The importance of competition in phytphagous insect communities is a highly controversial and unresolved issue. This debate was resolved, in part, by the recognition that species may compete indirectly as well as directly. I first test the importance of direct competition on the fitness of L. helianthi and C. platyptera with a series of laboratory experiments which manipulate the densities of each species. I focus on the leafminers Liriomyza helianthi and Calicomyza platyptera because these two leafminer species co-occur spatiotemporally, are closely related, and share a cryptic feeding niche, and, are therefore predicated to compete and provide a model system for testing the assumptions of competition theory.

Liriomyza helianthi and C. platyptera along with their community of hymenopteran parasitoids provide a model system for studying apparent competition in the field. Apparent competition, one indirect pathway for competition, is defined as a negative effect of one species on the population growth rate or abundance of another species, mediated through the action of shared natural enemies. I surveyed populations of L. helianthi and C. platyptera, along with their community of parasitoids, over two years at seven sites in the Central Valley of California. Quantitative food webs for each year were used to visualize host-parasitoid interactions. I found the same dominant parasitoids were shared by both species of herbivore. Parasitism of C. platypera, was significantly positively correlated with L. helianthi leaf-miner density and parasitism levels.

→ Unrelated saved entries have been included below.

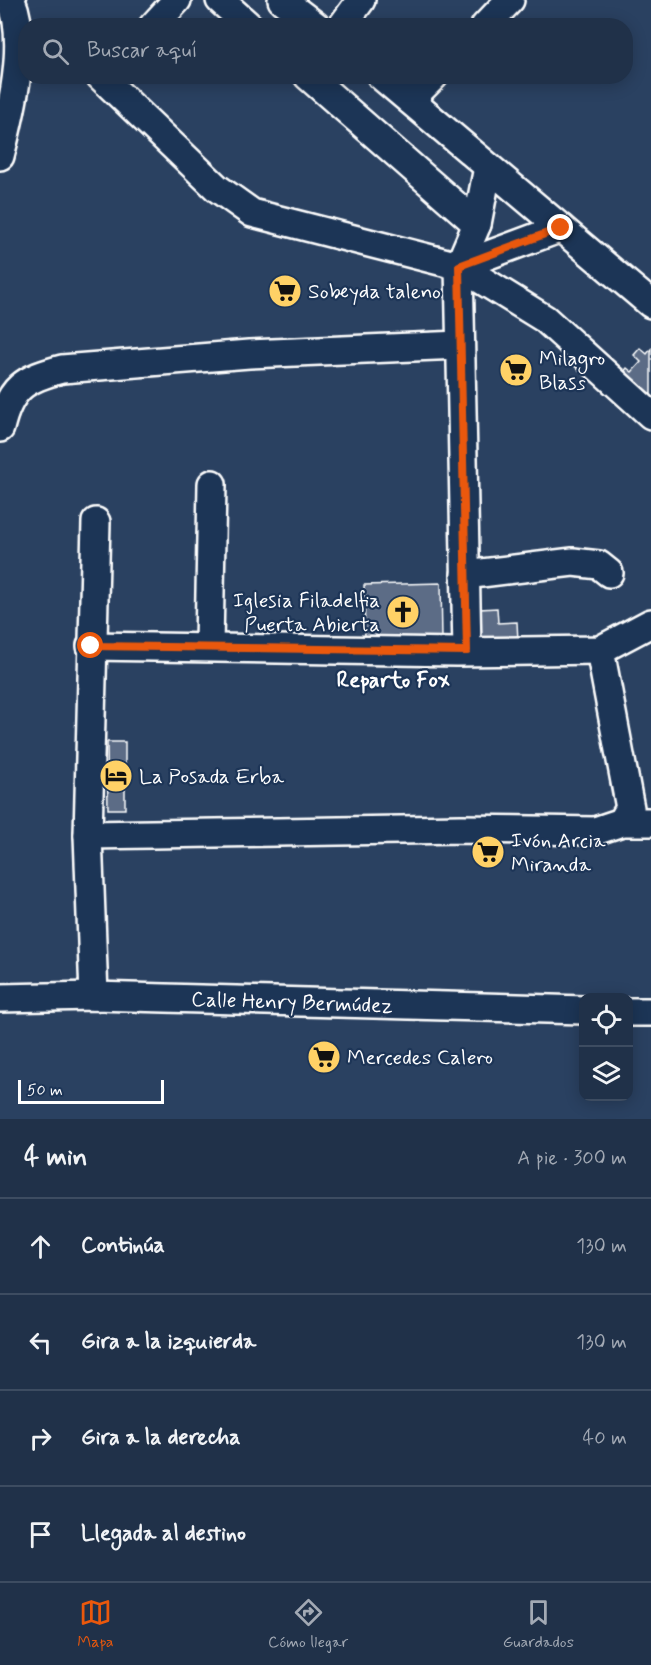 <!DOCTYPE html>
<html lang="es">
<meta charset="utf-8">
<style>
body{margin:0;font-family:Mynerve,sans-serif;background:#2d3d53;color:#f1f3f6}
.controls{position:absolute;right:18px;bottom:18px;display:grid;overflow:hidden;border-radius:12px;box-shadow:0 3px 15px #0003}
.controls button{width:54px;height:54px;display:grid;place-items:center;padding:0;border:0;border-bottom:2px solid #3d4c61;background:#203149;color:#f1f3f6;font:30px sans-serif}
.scale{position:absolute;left:18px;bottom:15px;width:146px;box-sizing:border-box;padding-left:6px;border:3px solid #fff;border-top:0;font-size:16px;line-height:21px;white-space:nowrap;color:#fff;-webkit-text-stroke:4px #1d3557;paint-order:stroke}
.stop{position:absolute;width:18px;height:18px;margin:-14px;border:4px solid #ea580c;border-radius:50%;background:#fff}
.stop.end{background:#ea580c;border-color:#fff;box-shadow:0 2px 6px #0008}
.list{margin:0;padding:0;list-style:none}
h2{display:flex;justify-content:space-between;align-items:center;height:78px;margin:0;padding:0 24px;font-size:26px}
h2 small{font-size:20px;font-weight:400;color:#a2a9b4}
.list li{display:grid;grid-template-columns:39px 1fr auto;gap:18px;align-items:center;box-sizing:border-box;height:96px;padding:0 24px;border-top:2px solid #3d4c61}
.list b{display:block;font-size:22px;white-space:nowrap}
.list em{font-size:20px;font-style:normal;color:#a2a9b4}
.icon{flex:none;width:33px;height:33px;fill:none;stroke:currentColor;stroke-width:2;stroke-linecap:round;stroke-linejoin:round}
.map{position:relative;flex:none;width:651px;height:1119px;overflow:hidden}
.search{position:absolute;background:#203149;box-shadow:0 3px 15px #0003;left:18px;right:18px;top:18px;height:66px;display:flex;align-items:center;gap:15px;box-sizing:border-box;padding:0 21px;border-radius:24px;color:#a2a9b4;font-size:22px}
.sheet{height:462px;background:#203149}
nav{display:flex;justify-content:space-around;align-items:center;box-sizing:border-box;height:84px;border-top:2px solid #3d4c61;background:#203149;font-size:16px;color:#a2a9b4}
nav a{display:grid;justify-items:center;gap:3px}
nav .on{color:#ea580c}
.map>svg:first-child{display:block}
.building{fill:#5b6c86;stroke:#fff;stroke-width:1.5}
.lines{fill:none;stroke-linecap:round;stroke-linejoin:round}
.minor-casing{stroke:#fff;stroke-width:32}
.minor{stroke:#1d3557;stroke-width:27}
.route{stroke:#ea580c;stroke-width:8}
.labels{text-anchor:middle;stroke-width:4.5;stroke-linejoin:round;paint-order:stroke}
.poi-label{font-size:21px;fill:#fff;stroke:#1d3557;text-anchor:start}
.street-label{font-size:21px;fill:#fff;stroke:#1d3557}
.neighbourhood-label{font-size:22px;font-weight:bold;fill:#fff;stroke:#1d3557}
</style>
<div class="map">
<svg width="651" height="1119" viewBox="0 0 651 1119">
<rect width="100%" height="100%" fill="#2a4161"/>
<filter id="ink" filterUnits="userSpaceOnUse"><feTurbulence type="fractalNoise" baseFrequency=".0167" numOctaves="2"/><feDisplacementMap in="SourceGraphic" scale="12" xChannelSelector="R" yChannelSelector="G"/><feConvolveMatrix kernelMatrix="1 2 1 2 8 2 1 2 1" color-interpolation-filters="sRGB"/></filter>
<g filter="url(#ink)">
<g class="building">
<polygon points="640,348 647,354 651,349 651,400 617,380 627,368 632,372 641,362 634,355"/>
<polygon points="441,583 442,639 365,641 364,585"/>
<polygon points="497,608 498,623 517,622 518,641 481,643 480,609"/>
<polygon points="107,742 125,742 125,809 108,809"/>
</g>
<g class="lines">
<defs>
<g id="minor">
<polyline points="220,0 249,26"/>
<polyline points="282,0 316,26"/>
<polyline points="153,26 177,0"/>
<polyline points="342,26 361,0"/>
<polyline points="485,26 510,0"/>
<polyline points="100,76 217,188 252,213 459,266 545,319 651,415"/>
<polyline points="308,76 477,224"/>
<polyline points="381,76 651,304"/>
<polyline points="410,100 434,76"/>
<path d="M0,156c11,-43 29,-114 11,-156"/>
<polyline points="459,266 561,228"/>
<path d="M0,428c10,-41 24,-49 62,-59l187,-15 211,-9"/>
<polyline points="465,575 573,562 599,565 609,573"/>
<polyline points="91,646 456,652 600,650 651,623"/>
<polyline points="209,646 212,484"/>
<polyline points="467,651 459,266 477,224 488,167"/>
<polyline points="622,822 651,822"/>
<polyline points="88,835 462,829 595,831 622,822 630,808 600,650"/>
<polyline points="94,996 88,835 96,522"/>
<polyline points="0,998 94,996 584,1010"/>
<polyline points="628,1012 651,1012"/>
</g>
</defs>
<use href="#minor" class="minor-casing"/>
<use href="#minor" class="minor"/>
</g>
</g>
<g class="lines" filter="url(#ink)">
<polyline class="route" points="91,646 467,651 459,266 561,228"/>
</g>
<defs>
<symbol id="supermarket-disc" viewBox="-11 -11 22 22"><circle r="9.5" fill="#ffd166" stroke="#1d3557"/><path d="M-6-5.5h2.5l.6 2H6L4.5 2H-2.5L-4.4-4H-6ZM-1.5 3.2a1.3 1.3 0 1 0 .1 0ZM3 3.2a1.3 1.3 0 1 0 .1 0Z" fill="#111"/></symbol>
<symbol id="church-disc" viewBox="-11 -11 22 22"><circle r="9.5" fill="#ffd166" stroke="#1d3557"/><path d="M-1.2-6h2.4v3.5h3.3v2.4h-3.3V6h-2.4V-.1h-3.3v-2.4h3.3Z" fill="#111"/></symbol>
<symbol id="hotel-disc" viewBox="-11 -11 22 22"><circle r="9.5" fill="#ffd166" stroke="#1d3557"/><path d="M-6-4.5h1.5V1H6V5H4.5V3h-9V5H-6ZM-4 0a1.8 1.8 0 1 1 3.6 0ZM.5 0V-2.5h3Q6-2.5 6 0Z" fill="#111"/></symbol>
</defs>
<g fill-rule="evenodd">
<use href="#supermarket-disc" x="266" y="272" width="38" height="38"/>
<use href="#supermarket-disc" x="497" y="351" width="38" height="38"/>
<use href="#church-disc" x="384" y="593" width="38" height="38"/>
<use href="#hotel-disc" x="97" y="757" width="38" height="38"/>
<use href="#supermarket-disc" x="469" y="833" width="38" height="38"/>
<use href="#supermarket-disc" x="305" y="1038" width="38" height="38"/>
</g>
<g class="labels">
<g class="poi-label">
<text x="308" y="298">Sobeyda taleno</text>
<text x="539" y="365">Milagro<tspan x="539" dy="24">Blass</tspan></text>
<text x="380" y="607" text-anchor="end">Iglesia Filadelfia<tspan x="380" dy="24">Puerta Abierta</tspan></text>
<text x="139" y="783">La Posada Erba</text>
<text x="511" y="847">Ivón Arcia<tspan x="511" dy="24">Miranda</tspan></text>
<text x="347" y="1064">Mercedes Calero</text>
</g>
<g class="street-label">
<text transform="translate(292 1002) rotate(2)" y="7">Calle Henry Bermúdez</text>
</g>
<g class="neighbourhood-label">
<text x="393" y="687">Reparto Fox</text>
</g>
</g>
</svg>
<div class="controls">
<button><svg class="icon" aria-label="locate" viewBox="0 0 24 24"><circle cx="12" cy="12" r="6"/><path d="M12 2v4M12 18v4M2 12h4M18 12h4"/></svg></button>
<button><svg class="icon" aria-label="layers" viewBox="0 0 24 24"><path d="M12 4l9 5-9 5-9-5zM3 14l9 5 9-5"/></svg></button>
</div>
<div class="scale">50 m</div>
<div class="stop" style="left:91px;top:646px"></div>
<div class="stop end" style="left:561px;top:228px"></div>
<div class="search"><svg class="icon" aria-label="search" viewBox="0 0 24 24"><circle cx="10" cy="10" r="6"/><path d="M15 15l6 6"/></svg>Buscar aquí</div>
</div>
<section class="sheet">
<h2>4 min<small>A pie · 300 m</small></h2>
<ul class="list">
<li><svg class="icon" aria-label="ahead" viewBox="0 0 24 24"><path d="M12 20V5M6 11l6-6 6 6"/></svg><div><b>Continúa</b></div><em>130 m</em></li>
<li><svg class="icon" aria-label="left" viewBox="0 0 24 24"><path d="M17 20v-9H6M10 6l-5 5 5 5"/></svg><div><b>Gira a la izquierda</b></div><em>130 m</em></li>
<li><svg class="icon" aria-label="right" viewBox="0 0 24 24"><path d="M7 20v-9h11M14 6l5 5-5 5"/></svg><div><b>Gira a la derecha</b></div><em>40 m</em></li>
<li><svg class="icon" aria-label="arrive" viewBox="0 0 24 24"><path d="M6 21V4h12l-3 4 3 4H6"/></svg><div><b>Llegada al destino</b></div></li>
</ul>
</section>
<nav>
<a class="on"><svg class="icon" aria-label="map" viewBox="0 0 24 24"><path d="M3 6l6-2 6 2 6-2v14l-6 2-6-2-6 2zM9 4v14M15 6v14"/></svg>Mapa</a>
<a><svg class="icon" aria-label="directions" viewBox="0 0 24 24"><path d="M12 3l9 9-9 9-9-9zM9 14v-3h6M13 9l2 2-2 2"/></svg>Cómo llegar</a>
<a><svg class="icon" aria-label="saved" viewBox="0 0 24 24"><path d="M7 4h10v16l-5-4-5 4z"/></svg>Guardados</a>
</nav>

Indirect interactions can extend herbivore competition across space and time. Apparent competition has generated much recent attention, but studies that test the mechanisms that lead to apparent competition are still rare. I use experimental data to test hypotheses on the mechanisms leading to asymmetric apparent competition. Liriomyza helianthi populations emerge approximately one month (two parasitoid generations) before C. platyptera and have a higher population density throughout the season. Experimental removal of L. helianthi populations in the early summer leads to a 50% reduction in parasitism of C. platyptera. Because parasitoids are known to be important mortality agents in this system, I conclude that emergence asynchrony between the two herbivore species significantly impacts populations of C. platyptera.

Land-use intensification has led to a mosaic landscape which juxtaposes human-managed and natural areas. In such human-dominated and heterogeneous landscapes, spillover across habitat types, especially in systems which differ in resource availability, may be an important ecological process structuring communities. While there is much evidence for spillover from natural habitats to managed areas, little attention has been given to flow in the opposite direction. Here we synthesize studies from five functionally important trophic groups, herbivores, pathogens, pollinators, predators, and seed dispersers, and discuss evidence for spillover from managed to natural systems in all five groups. I argue that this effect has been underestimated in the past. The most frequently documented examples of spillover from managed to natural systems report pathogen and vertebrate predator spillover, with a smaller number of examples reporting spillover of pollinators and herbivores.